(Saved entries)

_ _ _ _ _ _ _

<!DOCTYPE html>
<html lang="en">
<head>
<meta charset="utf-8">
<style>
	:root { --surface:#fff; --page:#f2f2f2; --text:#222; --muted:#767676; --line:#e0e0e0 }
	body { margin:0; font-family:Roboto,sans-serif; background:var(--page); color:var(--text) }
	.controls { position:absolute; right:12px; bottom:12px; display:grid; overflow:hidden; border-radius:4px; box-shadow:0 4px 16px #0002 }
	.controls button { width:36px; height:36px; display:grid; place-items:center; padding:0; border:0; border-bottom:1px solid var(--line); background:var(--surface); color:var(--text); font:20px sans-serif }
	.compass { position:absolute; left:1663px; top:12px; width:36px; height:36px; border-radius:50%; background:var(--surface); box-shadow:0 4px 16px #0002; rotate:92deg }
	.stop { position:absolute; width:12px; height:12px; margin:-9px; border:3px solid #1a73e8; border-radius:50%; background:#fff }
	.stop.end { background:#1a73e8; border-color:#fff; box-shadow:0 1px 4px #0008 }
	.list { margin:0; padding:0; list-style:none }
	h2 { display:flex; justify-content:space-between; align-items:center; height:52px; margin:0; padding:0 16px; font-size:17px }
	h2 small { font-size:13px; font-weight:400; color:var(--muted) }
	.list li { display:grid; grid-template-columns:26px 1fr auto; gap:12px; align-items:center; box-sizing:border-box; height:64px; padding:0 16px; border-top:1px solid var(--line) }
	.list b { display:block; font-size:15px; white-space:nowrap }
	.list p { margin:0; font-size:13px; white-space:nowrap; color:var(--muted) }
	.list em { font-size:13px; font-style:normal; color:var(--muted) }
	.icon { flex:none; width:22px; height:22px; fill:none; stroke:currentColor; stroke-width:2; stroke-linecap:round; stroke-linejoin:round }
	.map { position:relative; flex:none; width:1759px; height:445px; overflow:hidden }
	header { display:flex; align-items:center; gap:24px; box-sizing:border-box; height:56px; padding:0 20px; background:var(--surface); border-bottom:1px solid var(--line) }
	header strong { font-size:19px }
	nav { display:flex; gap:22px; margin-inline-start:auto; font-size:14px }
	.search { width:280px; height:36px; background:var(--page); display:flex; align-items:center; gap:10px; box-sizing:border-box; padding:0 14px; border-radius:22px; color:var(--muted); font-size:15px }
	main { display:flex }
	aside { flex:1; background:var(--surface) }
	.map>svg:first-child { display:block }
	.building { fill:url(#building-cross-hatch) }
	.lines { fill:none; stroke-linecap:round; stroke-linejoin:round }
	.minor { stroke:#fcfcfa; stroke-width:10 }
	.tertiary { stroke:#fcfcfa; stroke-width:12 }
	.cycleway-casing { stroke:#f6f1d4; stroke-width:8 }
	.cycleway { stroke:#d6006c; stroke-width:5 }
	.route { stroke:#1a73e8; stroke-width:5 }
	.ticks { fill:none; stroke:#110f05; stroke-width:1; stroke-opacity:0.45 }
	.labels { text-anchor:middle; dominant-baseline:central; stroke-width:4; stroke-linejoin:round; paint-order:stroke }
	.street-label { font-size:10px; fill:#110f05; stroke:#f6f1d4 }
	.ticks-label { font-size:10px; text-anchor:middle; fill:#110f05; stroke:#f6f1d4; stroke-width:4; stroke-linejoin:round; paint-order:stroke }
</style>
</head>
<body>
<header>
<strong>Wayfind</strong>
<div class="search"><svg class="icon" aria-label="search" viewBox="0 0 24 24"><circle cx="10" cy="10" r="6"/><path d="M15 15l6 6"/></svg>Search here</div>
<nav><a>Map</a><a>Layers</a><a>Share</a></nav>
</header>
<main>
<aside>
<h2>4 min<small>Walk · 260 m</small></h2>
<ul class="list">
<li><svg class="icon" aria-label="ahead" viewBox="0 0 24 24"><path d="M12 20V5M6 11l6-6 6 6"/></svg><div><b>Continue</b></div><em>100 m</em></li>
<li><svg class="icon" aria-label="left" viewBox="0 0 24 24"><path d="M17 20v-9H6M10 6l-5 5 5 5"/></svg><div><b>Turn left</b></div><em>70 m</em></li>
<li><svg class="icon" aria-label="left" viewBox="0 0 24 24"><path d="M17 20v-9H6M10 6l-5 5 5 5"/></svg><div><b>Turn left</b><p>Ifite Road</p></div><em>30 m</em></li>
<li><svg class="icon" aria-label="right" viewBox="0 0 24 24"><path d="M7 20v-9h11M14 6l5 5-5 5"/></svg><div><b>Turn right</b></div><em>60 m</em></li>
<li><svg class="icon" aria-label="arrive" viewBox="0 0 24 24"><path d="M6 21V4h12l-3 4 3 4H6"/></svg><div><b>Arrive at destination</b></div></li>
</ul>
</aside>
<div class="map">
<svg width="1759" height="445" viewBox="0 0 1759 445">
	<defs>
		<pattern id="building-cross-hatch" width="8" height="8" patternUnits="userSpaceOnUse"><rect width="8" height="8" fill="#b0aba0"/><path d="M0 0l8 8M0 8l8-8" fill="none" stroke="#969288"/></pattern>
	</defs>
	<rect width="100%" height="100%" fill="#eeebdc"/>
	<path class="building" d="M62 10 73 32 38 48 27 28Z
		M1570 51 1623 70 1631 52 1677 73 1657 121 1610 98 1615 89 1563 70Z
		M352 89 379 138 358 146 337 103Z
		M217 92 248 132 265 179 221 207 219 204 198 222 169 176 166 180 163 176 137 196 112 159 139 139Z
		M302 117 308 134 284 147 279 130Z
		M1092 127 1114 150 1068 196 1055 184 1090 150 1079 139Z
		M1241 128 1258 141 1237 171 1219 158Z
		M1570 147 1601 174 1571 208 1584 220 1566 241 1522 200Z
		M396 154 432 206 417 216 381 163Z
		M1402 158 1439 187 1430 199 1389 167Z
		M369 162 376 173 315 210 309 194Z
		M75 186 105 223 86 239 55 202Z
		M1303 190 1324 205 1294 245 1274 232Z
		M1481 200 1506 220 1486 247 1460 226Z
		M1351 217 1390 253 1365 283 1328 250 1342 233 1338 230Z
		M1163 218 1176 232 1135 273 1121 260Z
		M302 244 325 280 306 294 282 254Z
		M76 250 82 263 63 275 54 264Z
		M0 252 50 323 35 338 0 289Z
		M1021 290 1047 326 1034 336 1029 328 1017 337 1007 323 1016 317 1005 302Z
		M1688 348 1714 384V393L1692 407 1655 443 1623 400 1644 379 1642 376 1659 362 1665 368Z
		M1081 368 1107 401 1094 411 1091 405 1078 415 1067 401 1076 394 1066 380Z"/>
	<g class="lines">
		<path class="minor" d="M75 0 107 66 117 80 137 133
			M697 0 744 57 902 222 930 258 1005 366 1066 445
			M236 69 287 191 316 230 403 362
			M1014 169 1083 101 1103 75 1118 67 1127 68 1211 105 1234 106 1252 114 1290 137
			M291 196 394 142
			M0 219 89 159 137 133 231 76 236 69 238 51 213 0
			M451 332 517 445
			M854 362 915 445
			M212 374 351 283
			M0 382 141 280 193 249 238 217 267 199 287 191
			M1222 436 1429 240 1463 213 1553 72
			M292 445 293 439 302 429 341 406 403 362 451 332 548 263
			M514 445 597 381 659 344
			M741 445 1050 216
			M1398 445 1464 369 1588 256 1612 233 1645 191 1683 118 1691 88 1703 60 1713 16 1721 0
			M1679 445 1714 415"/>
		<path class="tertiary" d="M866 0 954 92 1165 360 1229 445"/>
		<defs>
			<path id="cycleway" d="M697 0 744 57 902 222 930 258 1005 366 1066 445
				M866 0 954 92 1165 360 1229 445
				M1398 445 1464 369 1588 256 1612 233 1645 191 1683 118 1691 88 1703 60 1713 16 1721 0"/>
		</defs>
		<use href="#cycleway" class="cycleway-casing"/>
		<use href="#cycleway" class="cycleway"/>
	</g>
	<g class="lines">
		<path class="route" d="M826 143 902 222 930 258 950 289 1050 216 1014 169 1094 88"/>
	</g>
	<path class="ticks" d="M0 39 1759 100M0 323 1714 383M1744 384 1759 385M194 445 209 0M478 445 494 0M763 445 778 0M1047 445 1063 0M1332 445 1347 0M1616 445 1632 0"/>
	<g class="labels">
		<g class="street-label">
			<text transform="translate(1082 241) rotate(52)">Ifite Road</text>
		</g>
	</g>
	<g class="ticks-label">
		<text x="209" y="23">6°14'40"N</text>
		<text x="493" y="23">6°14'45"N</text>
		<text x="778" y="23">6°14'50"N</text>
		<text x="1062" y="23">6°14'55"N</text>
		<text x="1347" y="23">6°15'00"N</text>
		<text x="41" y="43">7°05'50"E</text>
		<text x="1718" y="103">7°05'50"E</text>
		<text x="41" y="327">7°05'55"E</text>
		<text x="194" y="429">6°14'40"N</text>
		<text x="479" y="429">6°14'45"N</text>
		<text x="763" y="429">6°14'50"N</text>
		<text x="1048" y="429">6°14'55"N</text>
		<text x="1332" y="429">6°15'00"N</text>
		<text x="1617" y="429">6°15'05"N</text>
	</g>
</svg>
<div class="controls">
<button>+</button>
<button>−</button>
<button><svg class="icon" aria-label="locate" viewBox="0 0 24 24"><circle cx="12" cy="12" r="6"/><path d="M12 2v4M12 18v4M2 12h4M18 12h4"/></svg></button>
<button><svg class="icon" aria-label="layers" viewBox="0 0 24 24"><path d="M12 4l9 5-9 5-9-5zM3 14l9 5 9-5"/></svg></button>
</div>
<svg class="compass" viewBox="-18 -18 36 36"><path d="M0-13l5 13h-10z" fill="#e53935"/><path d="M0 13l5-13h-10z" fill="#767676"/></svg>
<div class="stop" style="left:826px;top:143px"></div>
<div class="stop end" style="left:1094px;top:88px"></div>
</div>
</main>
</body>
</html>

_ _ _ _ _ _ _

Repeat the entries verbatim through the line with "margin:0; font-family:Roboto,sans-serif; background:var(--page);".

= OUTPUT OF THE EXERCISE =
<!DOCTYPE html>
<html lang="en">
<head>
<meta charset="utf-8">
<style>
	:root { --surface:#fff; --page:#f2f2f2; --text:#222; --muted:#767676; --line:#e0e0e0 }
	body { margin:0; font-family:Roboto,sans-serif; background:var(--page); color:var(--text) }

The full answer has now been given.